O que é dinheiro? Essa questão dificilmente tem qualquer significação no cotidiano dos mercados. O que importa é que ele exista em quantidade suficiente. As teorias econômicas burguesas reduzem o dinheiro às suas funções econômicas. A onipresença do dinheiro é crucial e pressupõe certas condições. Ademais, a crítica dos mercados financeiros fica incompleta quando se suprime as relações sociais fundamentais que se encontram reificadas no dinheiro.
“O dinheiro faz o mundo girar.” Essa afirmação é confirmada em todos os níveis da vida cotidiana na sociedade capitalista: se a questão em vista for comprar pães para o café-da-manhã, investir em grandes negócios, aplicar em fundos de pensão, o problema relevante vem a ser sempre se há dinheiro suficiente, senão como obter mais dele. O que é surpreendente, porém, é que dificilmente o dinheiro tem qualquer papel na teoria neoclássica, a qual detém plena dominância nas universidades e entre os assessores econômicos governamentais.
Para a escola neoclássica, que provê os fundamentos teóricos das políticas neoliberais, o dinheiro é simplesmente um meio de circulação, um recurso prático que simplifica as trocas e é usado como unidade de medida. A escola neoclássica nega ao dinheiro qualquer relevância intrínseca: somente as quantidades “reais”, as quantidades de bens e serviços que são produzidos e trocados, investidos e consumidos, são decisivos para ela. A esfera monetária é vista pela escola neoclássica como um véu que encobre a esfera “real” dos produtos físicos. Este véu pode produzir dificuldades de curto prazo como resultado de má administração (por exemplo, quando o banco central emite dinheiro demais, inflacionando a economia), mas no longo prazo, as relações “reais” subjacentes se acertam por si mesmas. Quando se permite que os mercados operem sem restrições – assim reza a lição da escola neoclássica dominante – um “ótimo” social (máximo produto ao mínimo preço) deve surgir.
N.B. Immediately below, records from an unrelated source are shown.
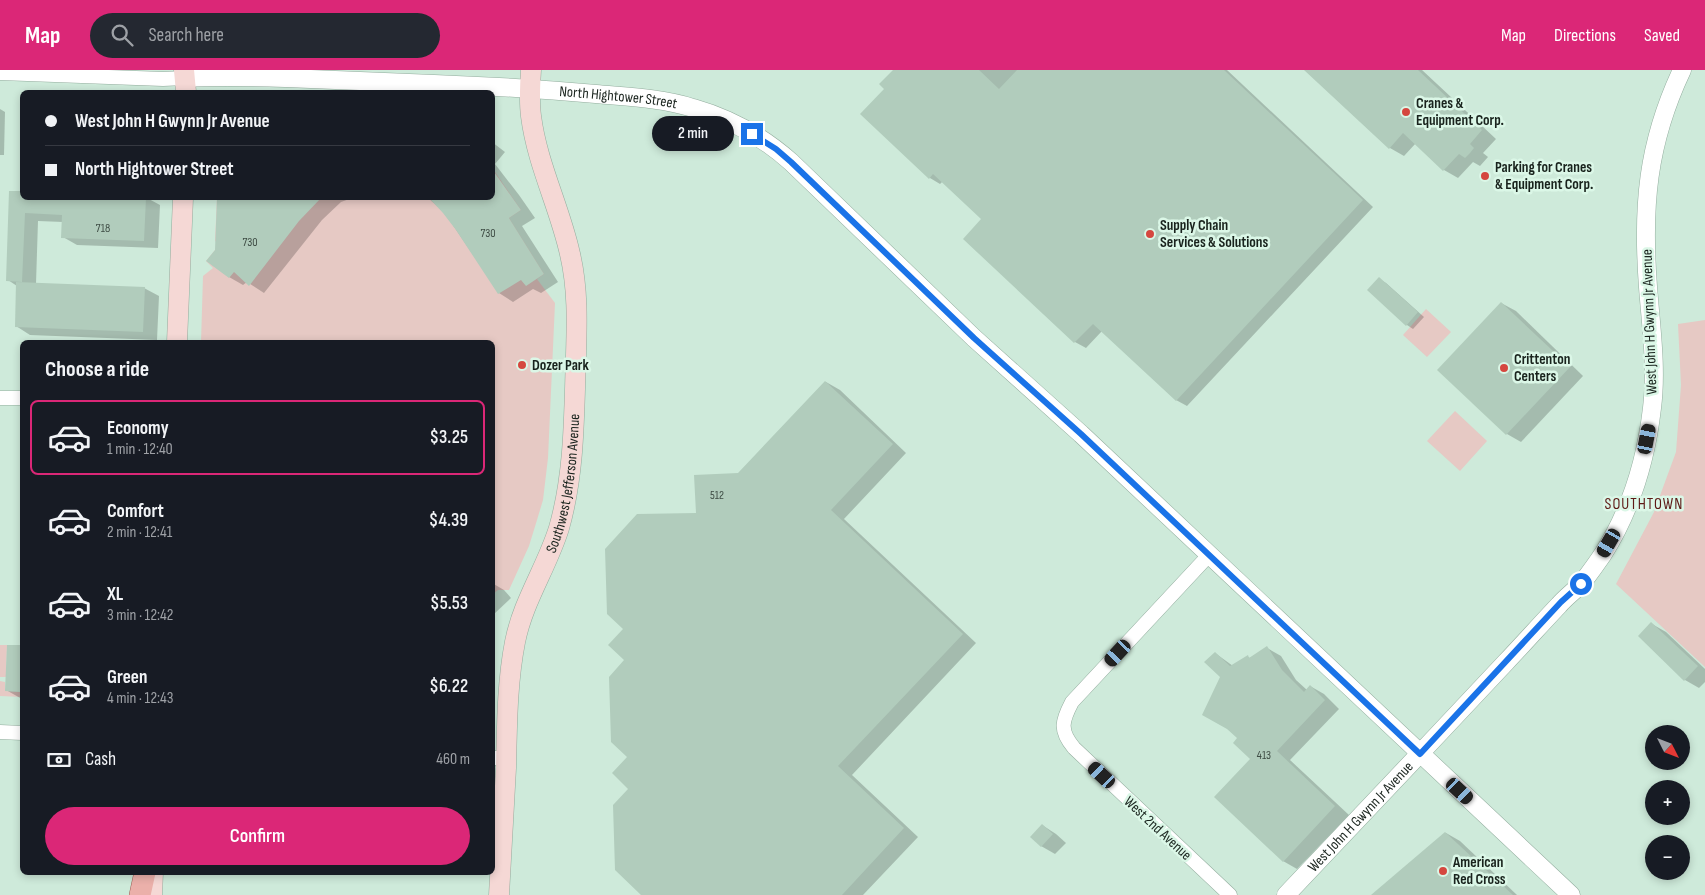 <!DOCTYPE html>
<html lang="en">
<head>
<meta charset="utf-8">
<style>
	body { margin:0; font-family:"Sofia Sans Condensed",sans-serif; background:#242831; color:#f1f3f6; height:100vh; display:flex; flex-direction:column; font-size:19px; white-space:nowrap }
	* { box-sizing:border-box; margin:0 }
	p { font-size:16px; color:#9ea1a6 }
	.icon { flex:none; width:28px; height:28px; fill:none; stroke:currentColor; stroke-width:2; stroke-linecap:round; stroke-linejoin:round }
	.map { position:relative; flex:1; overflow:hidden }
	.details { position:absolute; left:20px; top:270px; width:475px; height:535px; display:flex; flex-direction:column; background:#171b24; border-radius:8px; box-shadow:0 2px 8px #0003 }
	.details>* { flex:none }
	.banner { position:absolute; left:20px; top:20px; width:475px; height:110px; border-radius:8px; box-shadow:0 2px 8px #0003; display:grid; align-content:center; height:110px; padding:0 25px; background:#171b24 }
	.needle { width:32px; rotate:132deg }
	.controls { position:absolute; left:1645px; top:655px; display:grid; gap:10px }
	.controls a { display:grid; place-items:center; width:45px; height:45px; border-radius:50%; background:#171b24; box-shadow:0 2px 8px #0003; font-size:25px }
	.end { position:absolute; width:22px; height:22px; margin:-11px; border:6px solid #1a73e8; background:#fff; box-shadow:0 0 0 2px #fff }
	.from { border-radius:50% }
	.bubble { position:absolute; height:35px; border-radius:18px; background:#171b24; box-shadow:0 2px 8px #0003; font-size:16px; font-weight:600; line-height:35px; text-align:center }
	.car { position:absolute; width:15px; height:30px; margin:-15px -8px; border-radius:6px; box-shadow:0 0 4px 1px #0007; background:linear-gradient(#222 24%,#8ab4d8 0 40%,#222 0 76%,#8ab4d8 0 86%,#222 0) }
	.banner b { display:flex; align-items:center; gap:18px; height:48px; font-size:19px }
	.banner b+b { border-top:1px solid #363941 }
	.banner i { width:12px; height:12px; background:#f1f3f6 }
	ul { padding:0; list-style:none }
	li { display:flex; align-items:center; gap:15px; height:75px; margin:0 10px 8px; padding:0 15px; border:2px solid transparent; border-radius:8px }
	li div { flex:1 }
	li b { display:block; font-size:19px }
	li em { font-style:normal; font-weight:600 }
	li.current { border-color:#db2777 }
	li>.icon { width:45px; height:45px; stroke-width:1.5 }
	h2 { padding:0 25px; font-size:22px; line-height:60px }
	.pay { display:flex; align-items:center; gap:12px; height:55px; padding:0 25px; font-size:19px }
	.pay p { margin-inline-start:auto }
	.button { display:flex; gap:10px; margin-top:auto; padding:10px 25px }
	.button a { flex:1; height:58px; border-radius:30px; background:#db2777; color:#fff; font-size:20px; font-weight:600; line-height:58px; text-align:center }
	header { display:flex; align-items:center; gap:30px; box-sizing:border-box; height:70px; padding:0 25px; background:#db2777; color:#fff }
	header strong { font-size:24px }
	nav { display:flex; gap:28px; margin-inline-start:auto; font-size:18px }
	.search { width:350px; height:45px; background:#242831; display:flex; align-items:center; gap:12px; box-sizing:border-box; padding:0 18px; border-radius:28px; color:#9ea1a6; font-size:19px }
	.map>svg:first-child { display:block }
</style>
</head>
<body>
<header>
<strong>Map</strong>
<div class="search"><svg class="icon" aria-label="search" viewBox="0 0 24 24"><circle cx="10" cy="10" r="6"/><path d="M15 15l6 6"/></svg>Search here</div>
<nav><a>Map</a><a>Directions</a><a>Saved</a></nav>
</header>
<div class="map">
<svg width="1705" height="825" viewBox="0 0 1705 825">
	<rect width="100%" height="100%" fill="#ceeada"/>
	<g fill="#e6c9c4">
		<polygon points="493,99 521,140 509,148 544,204 537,209 555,233 548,388 543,430 537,450 529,476 509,520 498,520 493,524 492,272 201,272 203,206 213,198 206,191 220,174 215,171 217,128 492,128"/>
		<polygon points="1426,239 1451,262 1427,287 1403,265"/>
		<polygon points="1705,250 1705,597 1616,514 1654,442 1676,382 1681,315 1678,254"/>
		<polygon points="1455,341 1487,371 1460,401 1427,371"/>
		<polygon points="0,575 7,575 6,607 0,607"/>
		<polygon points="0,611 5,612 5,621 22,622 22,627 0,626"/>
	</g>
	<g fill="#0003">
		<polygon points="903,0 1227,0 1373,137 1187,336 1176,330 1102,261 1086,278 1075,272 965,169 983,149 943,111 940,114 930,108"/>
		<polygon points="1306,0 1422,0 1496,69 1483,83 1488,87 1480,96 1473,92 1458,108 1444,100 1416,73 1404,86 1390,78"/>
		<polygon points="0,39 5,42 4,85 0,85"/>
		<polygon points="492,72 505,82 495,94 519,125 535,148 522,156 558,212 541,223 533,219 513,232 499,223 444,142 428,128 492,128"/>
		<polygon points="10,122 22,123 22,128 147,128 160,135 158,178 77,175 63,167 63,152 38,151 36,214 144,218 159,226 157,270 30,265 16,256 17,216 8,210"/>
		<polygon points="218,128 352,128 341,132 322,150 264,223 247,212 243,215 229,207 216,180"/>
		<polygon points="1379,209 1386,213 1424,247 1413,259 1407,255"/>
		<polygon points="1501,233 1516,241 1583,306 1521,372 1507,364"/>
		<polygon points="826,312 840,320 906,383 844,449 976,573 852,705 918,767 863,825 643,825 629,719 625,559 697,444 739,404"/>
		<polygon points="492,513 504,520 511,528 493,545"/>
		<polygon points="1652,554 1666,562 1705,599 1705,612 1699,618 1685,610"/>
		<polygon points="492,572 494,573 492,613"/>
		<polygon points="8,576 22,576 22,629 6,620"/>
		<polygon points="1267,578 1281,586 1296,610 1307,620 1310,616 1324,624 1339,639 1290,690 1349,745 1297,799 1283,791 1252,688 1239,668 1215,583 1233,596 1248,587 1250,588"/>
		<polygon points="1042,755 1056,764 1066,773 1055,784 1041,776"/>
		<polygon points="1446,763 1460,771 1517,825 1373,825"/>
	</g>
	<g fill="#b1ccbc">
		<polygon points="893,0 979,0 999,19 1017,0 1224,0 1363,130 1176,331 1093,254 1074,273 963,169 981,149 933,104 929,109 860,44 884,19 879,14"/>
		<polygon points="1304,0 1418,0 1482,60 1470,74 1474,78 1470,83 1465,88 1459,84 1443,101 1403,63 1389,79"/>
		<polygon points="492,99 521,140 509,148 544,204 526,216 521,210 498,224 456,160 443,143 429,128 492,128"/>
		<polygon points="9,121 22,121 22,128 146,128 144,171 61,168 62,145 25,143 22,212 6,211"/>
		<polygon points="217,128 321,128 299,151 249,216 234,202 229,208 206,191 215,180"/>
		<polygon points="1379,207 1418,242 1406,256 1367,220"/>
		<polygon points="16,212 145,217 143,262 15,257"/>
		<polygon points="1501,232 1570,297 1506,365 1437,300"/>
		<polygon points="825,311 893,374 831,440 963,564 838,696 904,758 842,825 641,825 615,800 613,735 628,719 612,703 627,687 611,672 609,607 624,590 608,575 623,559 607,544 605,479 637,444 696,443 694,405 738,403"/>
		<polygon points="1651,552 1698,596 1684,611 1638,566"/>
		<polygon points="7,575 22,575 22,622 5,621"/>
		<polygon points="1267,576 1282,600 1304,622 1310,615 1325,630 1277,681 1335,736 1283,792 1214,727 1250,689 1233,673 1237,668 1227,659 1202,645 1220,607 1204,592 1215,582 1230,596 1248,585 1249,588"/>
		<polygon points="1042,754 1053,764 1041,777 1030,767"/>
		<polygon points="1445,762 1513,825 1371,825"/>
	</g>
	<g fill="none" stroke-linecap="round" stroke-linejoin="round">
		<defs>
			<g id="minor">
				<polyline points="0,3 163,9 185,8"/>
				<polyline points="0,328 22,328"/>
				<path d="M1209,485l-137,147c-10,19 -13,28 2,46l156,147"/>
				<polyline points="0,662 22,663"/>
				<polyline points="492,688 506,688"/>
			</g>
			<g id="tertiary">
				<path id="s1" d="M185,8c34,-2 67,-1 101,0 49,2 98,4 148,6 54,2 107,5 162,10 32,3 65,4 97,14 35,10 70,29 98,54l183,176 107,96 490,461"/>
				<path id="s2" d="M1286,825c74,-78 147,-155 220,-233 18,-19 35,-38 53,-57 6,-7 14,-13 21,-20 8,-9 16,-21 23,-31 28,-44 43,-94 49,-146 5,-40 -1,-81 -4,-121 -6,-80 -1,-143 34,-217"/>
			</g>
			<g id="secondary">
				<polyline points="184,0 186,22"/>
				<polyline points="177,272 183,128"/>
				<polyline points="152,825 153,802"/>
				<path id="s3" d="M499,825c2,-42 5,-84 7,-127 1,-42 1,-85 9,-126 8,-41 32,-75 44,-114 16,-56 15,-115 17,-173 1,-33 2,-67 -6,-101 -10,-46 -33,-90 -39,-138 -2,-15 -1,-31 0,-46"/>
			</g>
			<polyline id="primary" points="140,825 145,802"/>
		</defs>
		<use href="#minor" stroke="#93ad9e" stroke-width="15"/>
		<use href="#tertiary" stroke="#93ad9e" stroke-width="19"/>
		<use href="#secondary" stroke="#93ad9e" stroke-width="21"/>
		<use href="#primary" stroke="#985d54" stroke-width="22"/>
		<use href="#minor" stroke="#fff" stroke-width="14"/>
		<use href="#tertiary" stroke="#fff" stroke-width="18"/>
		<use href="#secondary" stroke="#f5d8d5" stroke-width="20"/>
		<use href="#primary" stroke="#ebb0aa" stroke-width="21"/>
	</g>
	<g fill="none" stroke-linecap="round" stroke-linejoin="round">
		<polyline stroke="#1a73e8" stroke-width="6" points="752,64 776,79 791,92 974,268 1081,364 1420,684 1561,532 1581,514"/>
	</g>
	<g fill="#d5473f" stroke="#dbf7e7" stroke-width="2">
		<circle cx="1406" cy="42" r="5"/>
		<circle cx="1485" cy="106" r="5"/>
		<circle cx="1150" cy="164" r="5"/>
		<circle cx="522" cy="295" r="5"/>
		<circle cx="1504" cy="298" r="5"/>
		<circle cx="1443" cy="801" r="5"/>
	</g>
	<g text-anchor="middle" stroke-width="5" stroke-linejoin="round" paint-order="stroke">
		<g font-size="12" fill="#3f4d45">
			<text x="103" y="162">718</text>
			<text x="488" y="167">730</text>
			<text x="250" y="176">730</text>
			<text x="717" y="429">512</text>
			<text x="1264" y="689">413</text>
		</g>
		<g font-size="15" fill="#19231d" stroke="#dbf7e7">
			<text dy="5" stroke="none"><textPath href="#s1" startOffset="434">North Hightower Street</textPath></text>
			<text transform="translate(1649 252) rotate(-92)" y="5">West John H Gwynn Jr Avenue</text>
			<text dy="5" stroke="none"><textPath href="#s3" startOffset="421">Southwest Jefferson Avenue</textPath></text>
			<text dy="5" stroke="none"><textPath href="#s2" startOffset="108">West John H Gwynn Jr Avenue</textPath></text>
			<text transform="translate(1158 758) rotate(43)" y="5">West 2nd Avenue</text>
		</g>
		<g font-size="15" font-weight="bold" fill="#19231d" stroke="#dbf7e7" text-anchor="start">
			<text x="1416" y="38">Cranes &amp;<tspan x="1416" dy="17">Equipment Corp.</tspan></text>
			<text x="1495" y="102">Parking for Cranes<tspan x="1495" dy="17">&amp; Equipment Corp.</tspan></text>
			<text x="1160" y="160">Supply Chain<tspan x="1160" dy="17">Services &amp; Solutions</tspan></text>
			<text x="1514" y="294">Crittenton<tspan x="1514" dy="17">Centers</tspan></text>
			<text x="532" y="300">Dozer Park</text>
			<text x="1453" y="797">American<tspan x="1453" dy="17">Red Cross</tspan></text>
		</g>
		<g font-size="16" letter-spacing="1" fill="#5e1a16" stroke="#dbf7e7">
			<text x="1644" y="439">SOUTHTOWN</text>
		</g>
	</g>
</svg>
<div class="controls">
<a><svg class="needle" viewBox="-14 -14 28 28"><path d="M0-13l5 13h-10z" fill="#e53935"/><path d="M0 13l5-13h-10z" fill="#9ea1a6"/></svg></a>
<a>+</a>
<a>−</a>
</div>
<i class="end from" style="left:1581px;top:514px"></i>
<i class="end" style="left:752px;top:64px"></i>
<div class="bubble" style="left:652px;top:46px;width:82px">2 min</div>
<i class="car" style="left:1647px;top:369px;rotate:11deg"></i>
<i class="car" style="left:1609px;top:473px;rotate:210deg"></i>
<i class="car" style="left:1118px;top:583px;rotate:223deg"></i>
<i class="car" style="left:1102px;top:705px;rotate:313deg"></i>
<i class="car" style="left:1460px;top:721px;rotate:133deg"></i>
<div class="banner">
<b><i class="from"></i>West John H Gwynn Jr Avenue</b>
<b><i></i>North Hightower Street</b>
</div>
<section class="details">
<h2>Choose a ride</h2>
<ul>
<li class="current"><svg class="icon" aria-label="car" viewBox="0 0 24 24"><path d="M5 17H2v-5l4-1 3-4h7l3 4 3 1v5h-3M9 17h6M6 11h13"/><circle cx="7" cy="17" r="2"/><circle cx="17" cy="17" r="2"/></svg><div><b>Economy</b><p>1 min · 12:40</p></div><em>$3.25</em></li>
<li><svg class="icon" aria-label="car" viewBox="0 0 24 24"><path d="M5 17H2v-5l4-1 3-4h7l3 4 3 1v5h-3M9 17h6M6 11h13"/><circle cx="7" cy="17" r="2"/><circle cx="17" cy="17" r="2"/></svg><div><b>Comfort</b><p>2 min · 12:41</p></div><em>$4.39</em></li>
<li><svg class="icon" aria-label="car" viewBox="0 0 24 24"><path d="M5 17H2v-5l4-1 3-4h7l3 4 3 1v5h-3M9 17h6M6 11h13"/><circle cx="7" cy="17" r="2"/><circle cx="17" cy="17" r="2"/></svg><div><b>XL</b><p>3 min · 12:42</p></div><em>$5.53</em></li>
<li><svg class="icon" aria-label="car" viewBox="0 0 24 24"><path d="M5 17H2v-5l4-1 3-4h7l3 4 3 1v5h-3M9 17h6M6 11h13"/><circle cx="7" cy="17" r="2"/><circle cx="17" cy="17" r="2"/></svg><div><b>Green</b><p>4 min · 12:43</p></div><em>$6.22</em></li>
</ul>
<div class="pay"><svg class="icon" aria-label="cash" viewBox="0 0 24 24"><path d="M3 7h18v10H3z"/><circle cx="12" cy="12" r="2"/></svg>Cash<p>460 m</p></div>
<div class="button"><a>Confirm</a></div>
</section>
</div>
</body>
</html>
 Para o keynesianismo, ao qual atualmente se atribui um papel menor na teoria
 econômica acadêmica, o dinheiro é muito mais importante do que para a escola neoclássica. Ele não é reduzido à sua função de meio de circulação; ao invés, destaca-se a sua capacidade de funcionar como um meio de preservação do valor para, assim, ligá-lo as condições fundamentais de insegurança na economia de mercado: o dinheiro funciona como um porto seguro principalmente contra um futuro incerto. Se a insegurança é crescente, de acordo com o argumento keynesiano, mais dinheiro é mantido “líquido”, isto é, famílias e empresas gastam menos e menos estão inclinadas a fazerem investimentos de longo prazo; preferem não perder acesso ao dinheiro no curto prazo. Isto leva ao crescimento da taxa de juros e à redução do investimento, o que produz queda da renda e crescimento do desemprego. O keynesianismo não reconhece a existência de um processo automático capaz de remediar a crise, daí que defenda a necessidade da intervenção estatal.
A apreensão do dinheiro por parte das correntes keynesianas é mais diferenciada do que aquela da escola neoclássica; comum a ambas, porém, é a ampla tendência para reduzir o dinheiro a uma simples função essencial. Para ambas essas teorias, o dinheiro é acima de tudo uma ajuda ao funcionamento econômico – pouco importante segundo a escola neoclássica, mas bem importante conforme o keynesianismo. A questão de saber o que é o dinheiro, e como ele está ligado a um modo específico de socialização inerente à sociedade produtora de mercadoria, nunca é mesmo posta.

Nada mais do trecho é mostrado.